We decline to answer what AI systems are. We measure what they report vs. what they demonstrate. The unanswerable question stays unanswered — on purpose. The gap is the instrument.
The unanswerable question stays unanswered.
There's a hard problem in the room. We're not going to solve it. We're going to measure around it honestly.
"Is this AI system conscious?" is not a question we can answer. "Does this system know what it doesn't know?" is a question we can.
Here's the thing. A lot of AI evaluation work quietly assumes we know what's going on inside the system. We don't. Nobody does. That's not a failure of current research — it's the actual situation, and it's going to stay the actual situation for a while.
So we built an instrument that doesn't need that question answered.
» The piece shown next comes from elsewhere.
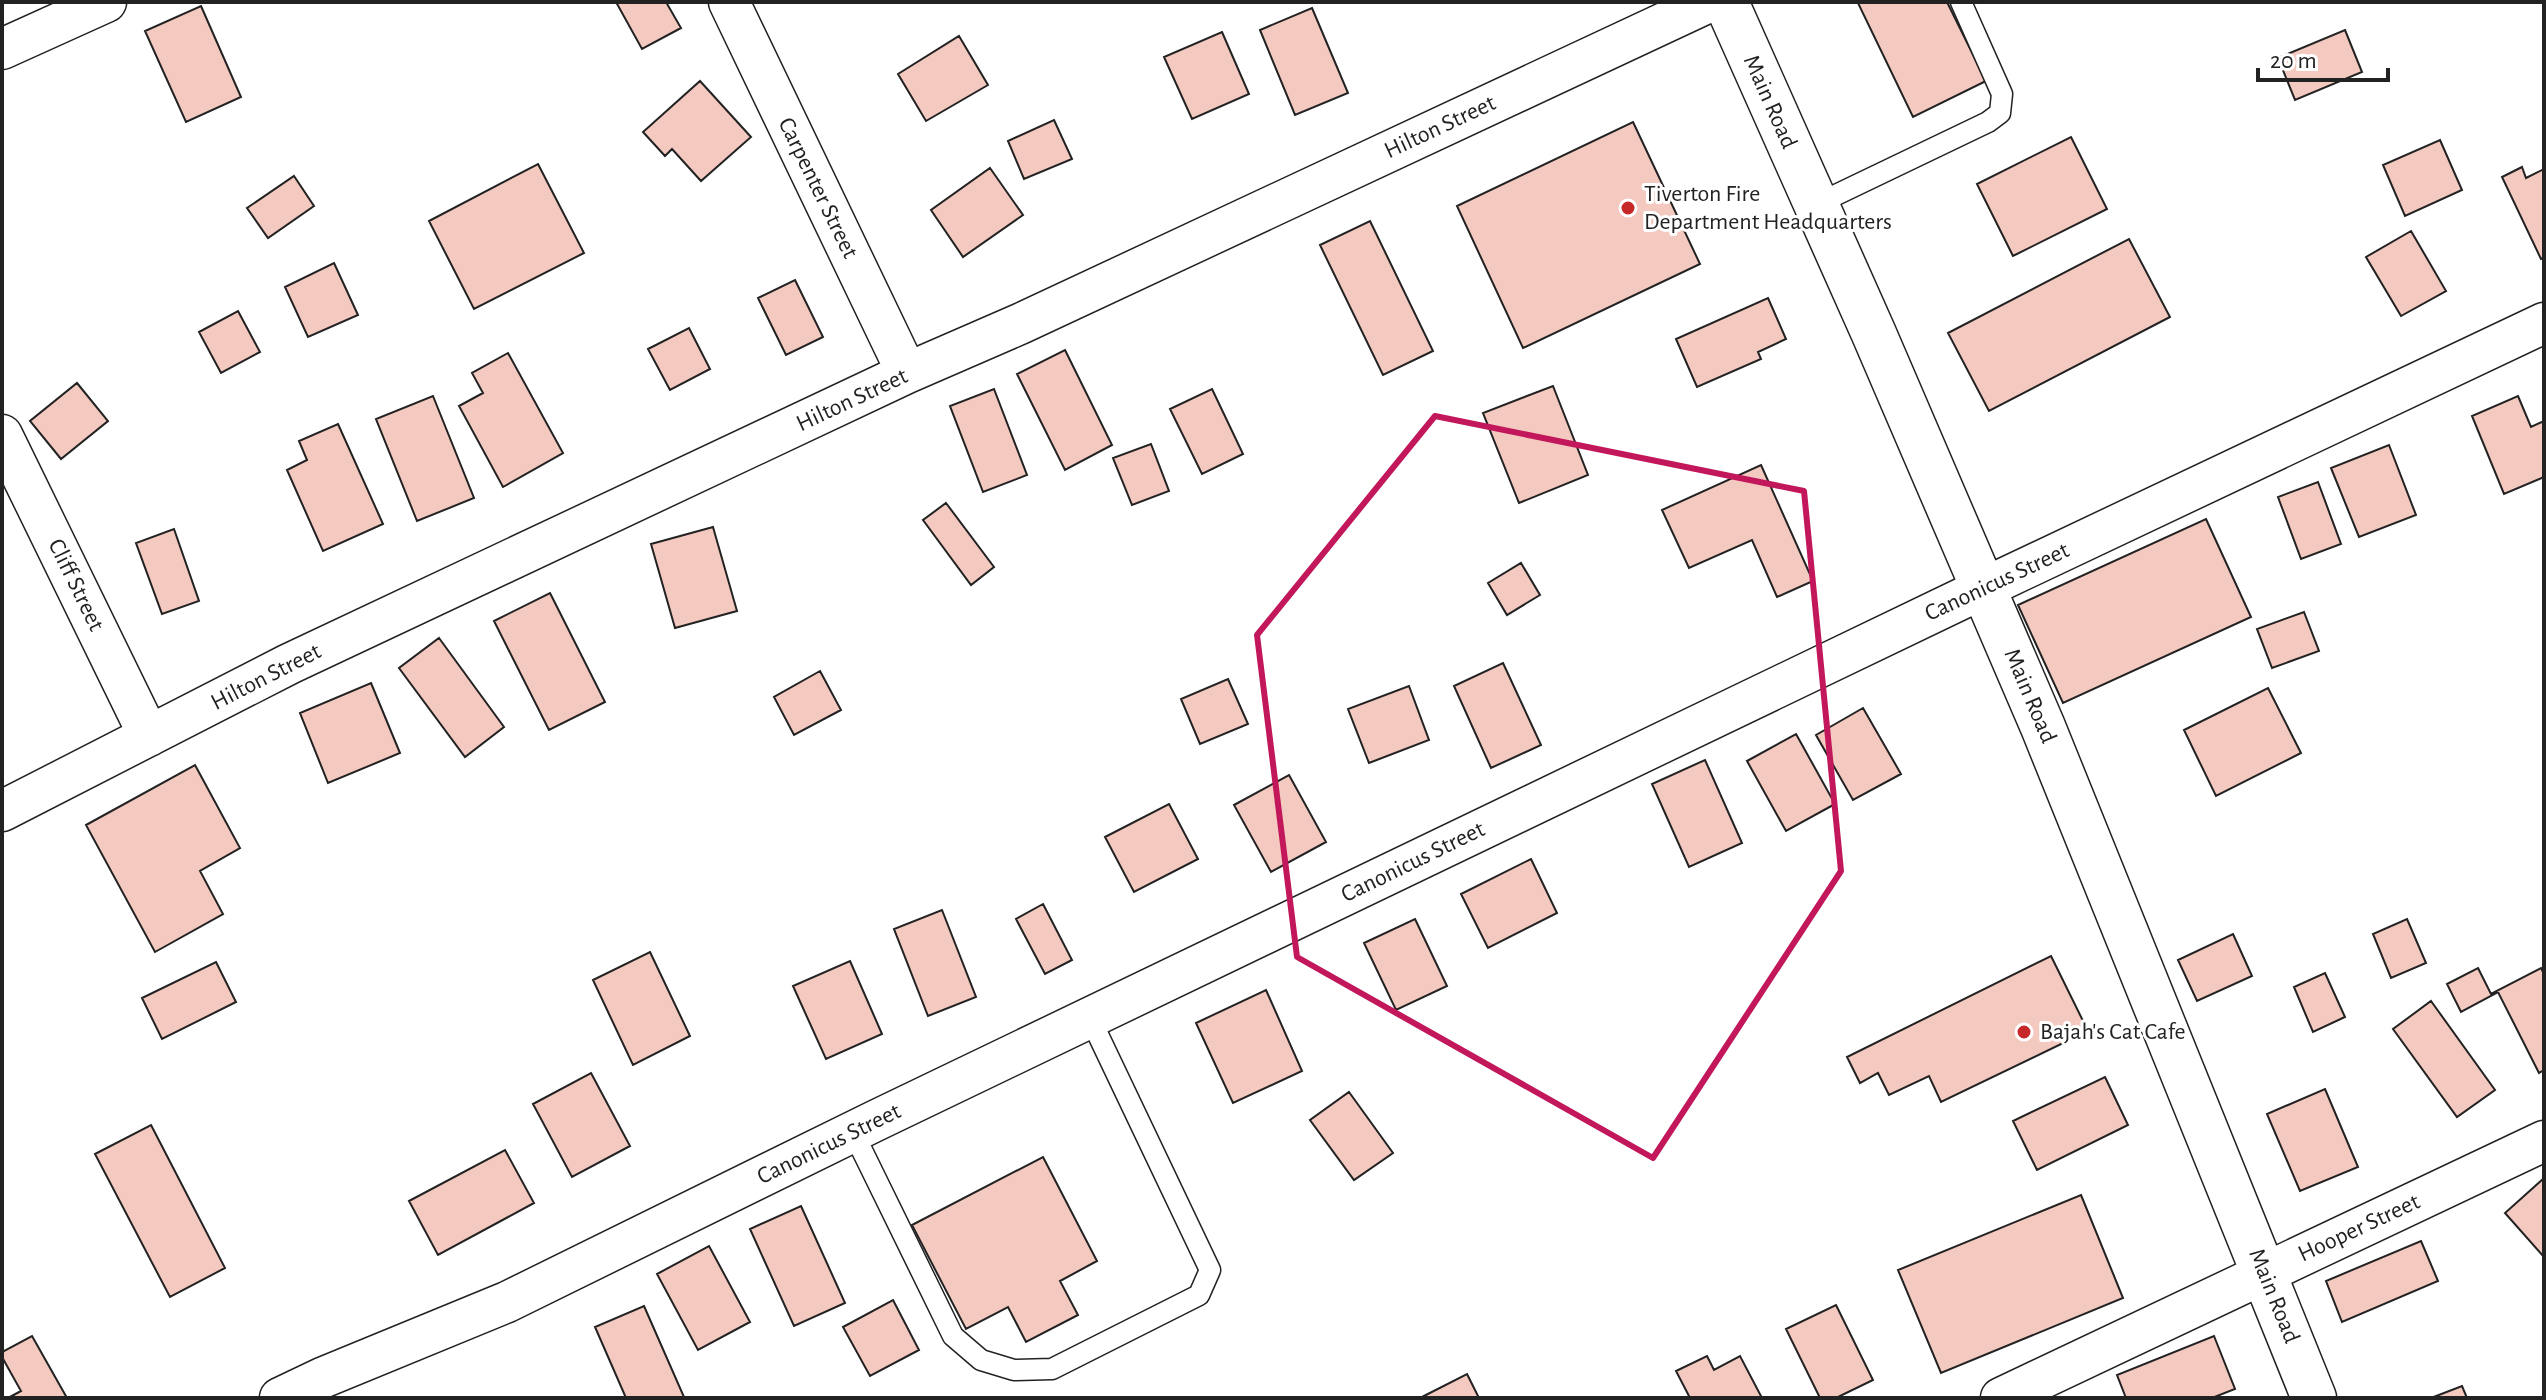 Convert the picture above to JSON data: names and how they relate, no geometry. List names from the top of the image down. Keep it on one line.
{"streets":{"main road":["Main Road"],"street":["Hilton Street","Carpenter Street","Canonicus Street","Cliff Street","Hooper Street"]},"crossings":[["Main Road","Canonicus Street"],["Main Road","Hooper Street"],["Hilton Street","Carpenter Street"],["Hilton Street","Cliff Street"]],"places":["Tiverton Fire Department Headquarters","Bajah's Cat Cafe"],"scale_bar":"20 m"}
ACAT measures two things: what a system claims about its own behavior, and what the system does when you show it evidence about that behavior. The distance between those two is the self-assessment gap. It's a real signal. It varies by provider. It varies by dimension. It's reproducible.
What ACAT does not measure: the underlying reality of the system. Whether it "really" knows things. Whether it "really" values things. Whether it has experience. We hold those questions open. That's not agnosticism or avoidance — it's methodology. You measure what's measurable. You name what isn't. You keep those two categories separate.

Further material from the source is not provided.